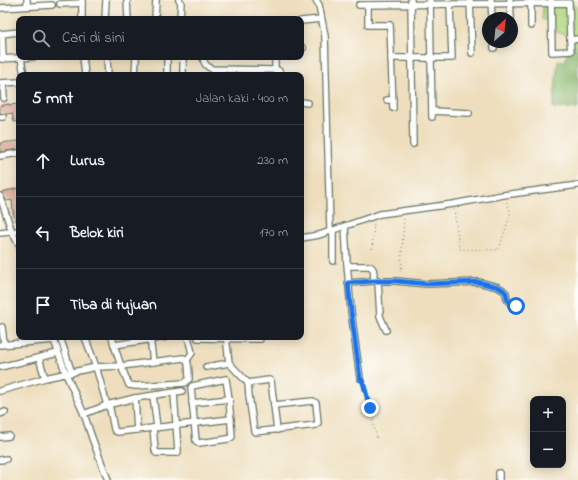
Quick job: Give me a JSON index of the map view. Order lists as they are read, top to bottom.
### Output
{
  "north": "top right",
  "page": {
    "search": "Cari di sini",
    "heading": ["5 mnt", "Jalan kaki · 400 m"],
    "list": [
      ["Lurus", "230 m"],
      ["Belok kiri", "170 m"],
      "Tiba di tujuan"
    ],
    "map_buttons": ["+", "−"]
  }
}
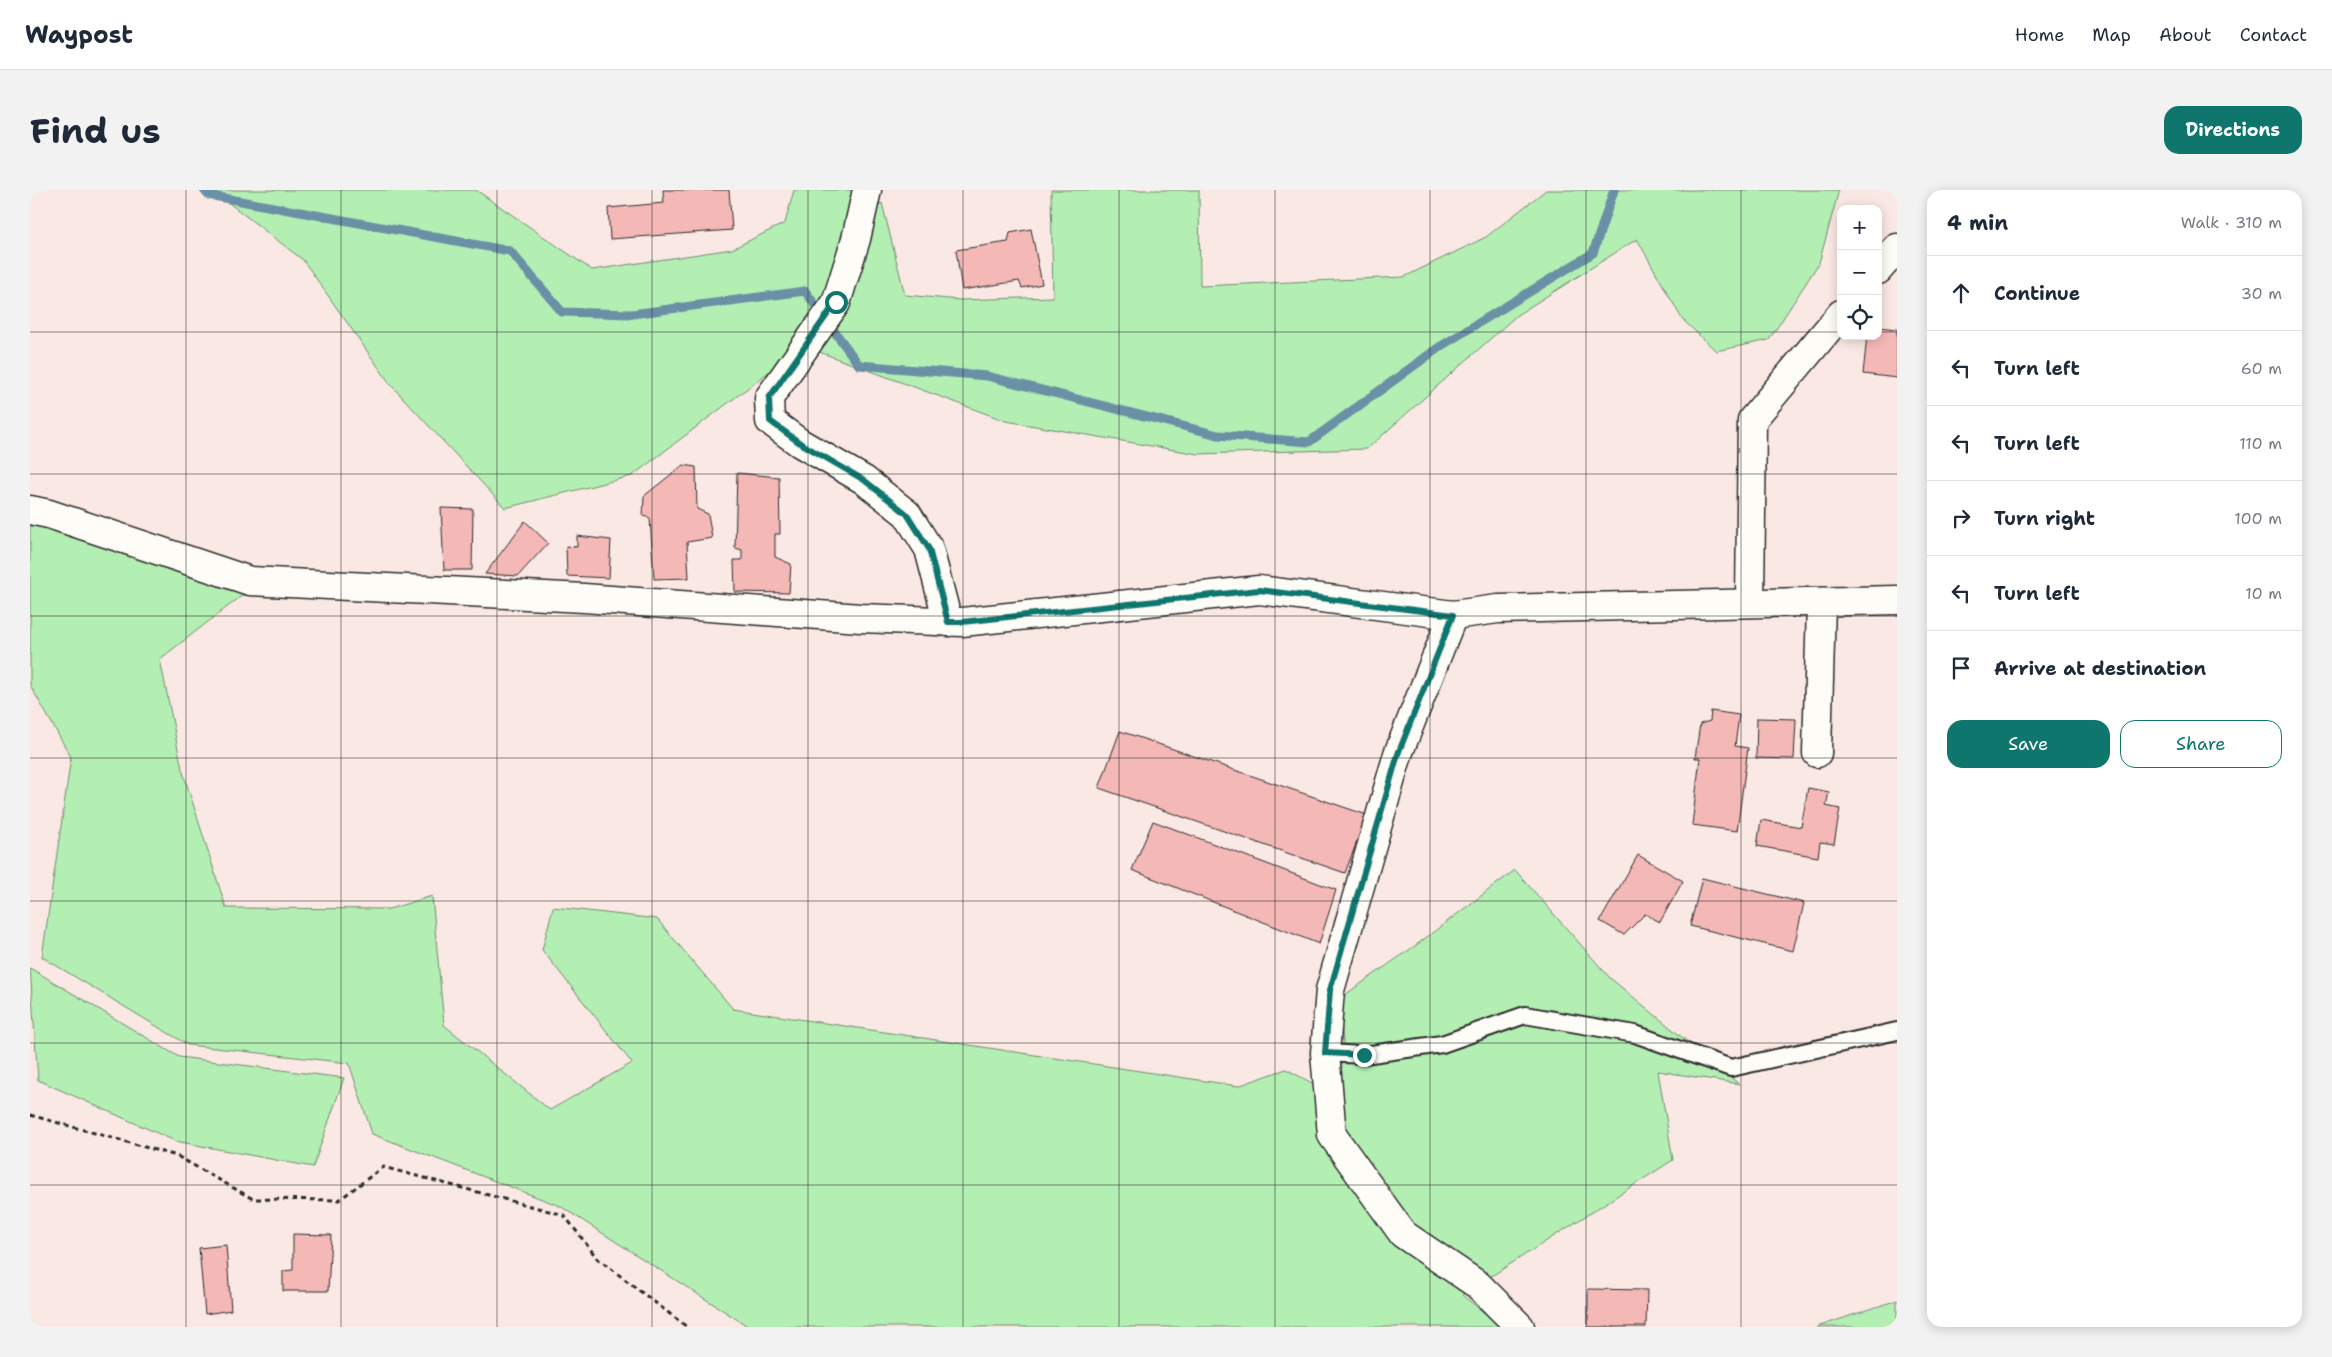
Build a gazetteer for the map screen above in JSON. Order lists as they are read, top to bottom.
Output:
{
  "page": {
    "header": "Waypost",
    "nav": [
      "Home",
      "Map",
      "About",
      "Contact"
    ],
    "buttons": [
      "Directions",
      ["Save", "Share"]
    ],
    "title": "Find us",
    "heading": ["4 min", "Walk · 310 m"],
    "map_buttons": ["+", "−"],
    "list": [
      ["Continue", "30 m"],
      ["Turn left", "60 m"],
      ["Turn left", "110 m"],
      ["Turn right", "100 m"],
      ["Turn left", "10 m"],
      "Arrive at destination"
    ]
  }
}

**DIRECTIONS**
When the line containing "Build a gazetteer" is reached, return it and every later line through the end of the listing above, unaltered and alone.

**WORKED SOLUTION**
Build a gazetteer for the map screen above in JSON. Order lists as they are read, top to bottom.
Output:
{
  "page": {
    "header": "Waypost",
    "nav": [
      "Home",
      "Map",
      "About",
      "Contact"
    ],
    "buttons": [
      "Directions",
      ["Save", "Share"]
    ],
    "title": "Find us",
    "heading": ["4 min", "Walk · 310 m"],
    "map_buttons": ["+", "−"],
    "list": [
      ["Continue", "30 m"],
      ["Turn left", "60 m"],
      ["Turn left", "110 m"],
      ["Turn right", "100 m"],
      ["Turn left", "10 m"],
      "Arrive at destination"
    ]
  }
}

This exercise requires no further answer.